*** DATASET ENTRIES ***

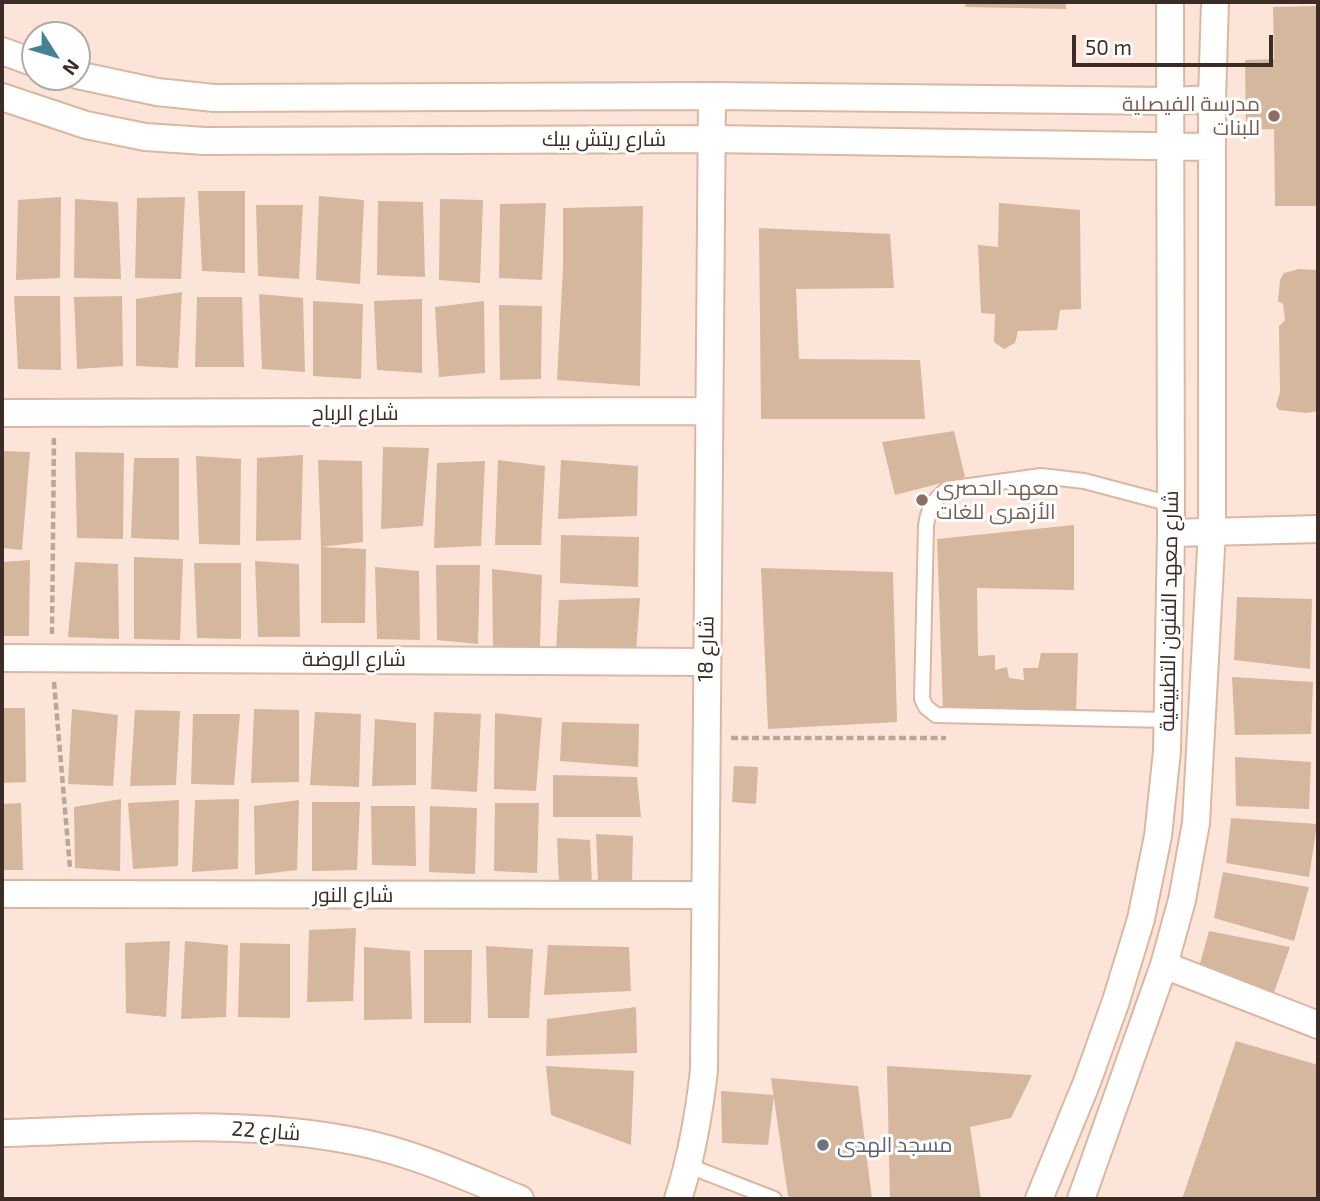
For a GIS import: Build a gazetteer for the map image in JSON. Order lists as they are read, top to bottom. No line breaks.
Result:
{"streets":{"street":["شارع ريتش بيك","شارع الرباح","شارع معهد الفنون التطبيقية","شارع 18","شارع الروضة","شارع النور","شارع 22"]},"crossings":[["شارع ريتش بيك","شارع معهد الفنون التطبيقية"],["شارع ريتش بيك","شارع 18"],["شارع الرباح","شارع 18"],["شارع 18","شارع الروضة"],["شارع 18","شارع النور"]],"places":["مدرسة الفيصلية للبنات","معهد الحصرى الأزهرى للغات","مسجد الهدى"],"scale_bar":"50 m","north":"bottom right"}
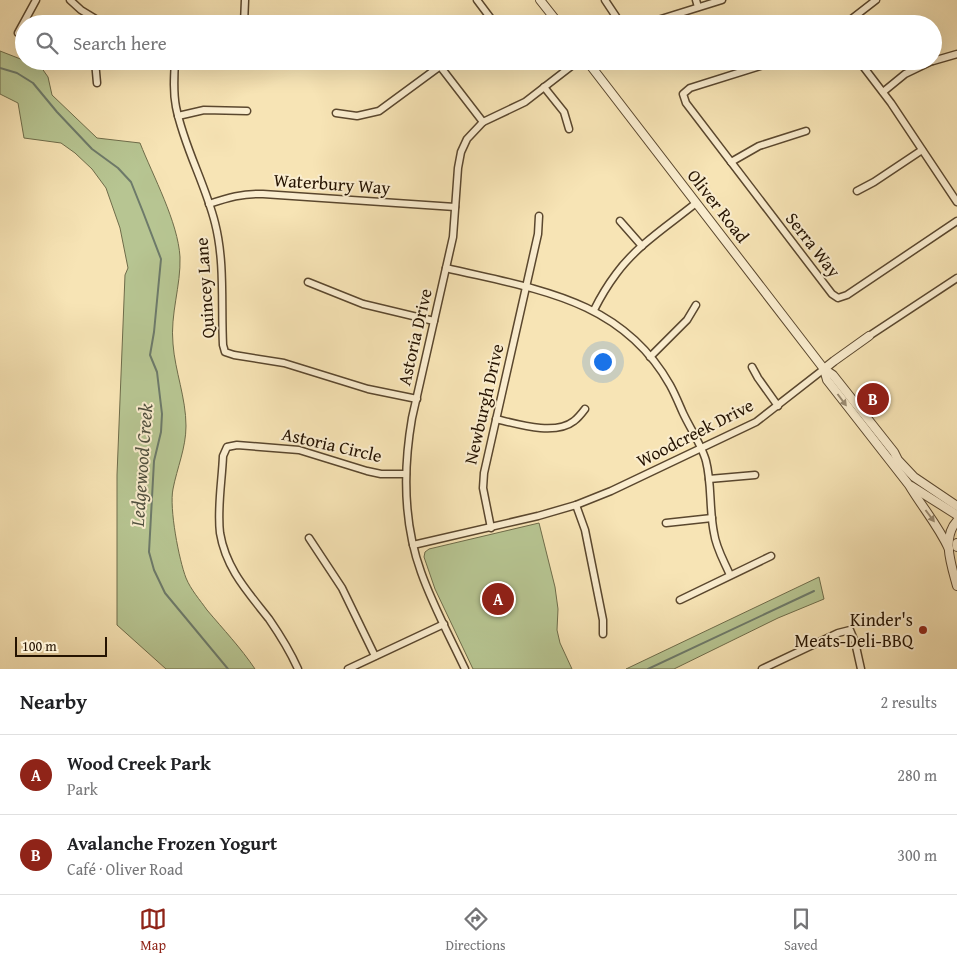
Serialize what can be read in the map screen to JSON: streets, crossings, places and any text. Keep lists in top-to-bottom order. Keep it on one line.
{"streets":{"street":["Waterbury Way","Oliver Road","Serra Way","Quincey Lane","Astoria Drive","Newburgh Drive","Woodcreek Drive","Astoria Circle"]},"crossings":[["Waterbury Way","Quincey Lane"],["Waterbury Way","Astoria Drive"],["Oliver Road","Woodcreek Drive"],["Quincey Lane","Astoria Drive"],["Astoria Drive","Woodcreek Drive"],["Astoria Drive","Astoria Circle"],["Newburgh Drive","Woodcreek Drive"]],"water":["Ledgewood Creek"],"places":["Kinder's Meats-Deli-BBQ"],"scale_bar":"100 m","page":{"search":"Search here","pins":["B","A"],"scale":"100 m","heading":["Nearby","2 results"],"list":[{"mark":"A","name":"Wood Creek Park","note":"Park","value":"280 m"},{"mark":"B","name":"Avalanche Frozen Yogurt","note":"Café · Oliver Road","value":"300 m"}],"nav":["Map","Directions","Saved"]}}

*** End of DATASET ENTRIES ***

- PROBLEM REQUIREMENTS
Retype all entries exactly, without the images.

- FINAL ANSWER
For a GIS import: Build a gazetteer for the map image in JSON. Order lists as they are read, top to bottom. No line breaks.
Result:
{"streets":{"street":["شارع ريتش بيك","شارع الرباح","شارع معهد الفنون التطبيقية","شارع 18","شارع الروضة","شارع النور","شارع 22"]},"crossings":[["شارع ريتش بيك","شارع معهد الفنون التطبيقية"],["شارع ريتش بيك","شارع 18"],["شارع الرباح","شارع 18"],["شارع 18","شارع الروضة"],["شارع 18","شارع النور"]],"places":["مدرسة الفيصلية للبنات","معهد الحصرى الأزهرى للغات","مسجد الهدى"],"scale_bar":"50 m","north":"bottom right"}
Serialize what can be read in the map screen to JSON: streets, crossings, places and any text. Keep lists in top-to-bottom order. Keep it on one line.
{"streets":{"street":["Waterbury Way","Oliver Road","Serra Way","Quincey Lane","Astoria Drive","Newburgh Drive","Woodcreek Drive","Astoria Circle"]},"crossings":[["Waterbury Way","Quincey Lane"],["Waterbury Way","Astoria Drive"],["Oliver Road","Woodcreek Drive"],["Quincey Lane","Astoria Drive"],["Astoria Drive","Woodcreek Drive"],["Astoria Drive","Astoria Circle"],["Newburgh Drive","Woodcreek Drive"]],"water":["Ledgewood Creek"],"places":["Kinder's Meats-Deli-BBQ"],"scale_bar":"100 m","page":{"search":"Search here","pins":["B","A"],"scale":"100 m","heading":["Nearby","2 results"],"list":[{"mark":"A","name":"Wood Creek Park","note":"Park","value":"280 m"},{"mark":"B","name":"Avalanche Frozen Yogurt","note":"Café · Oliver Road","value":"300 m"}],"nav":["Map","Directions","Saved"]}}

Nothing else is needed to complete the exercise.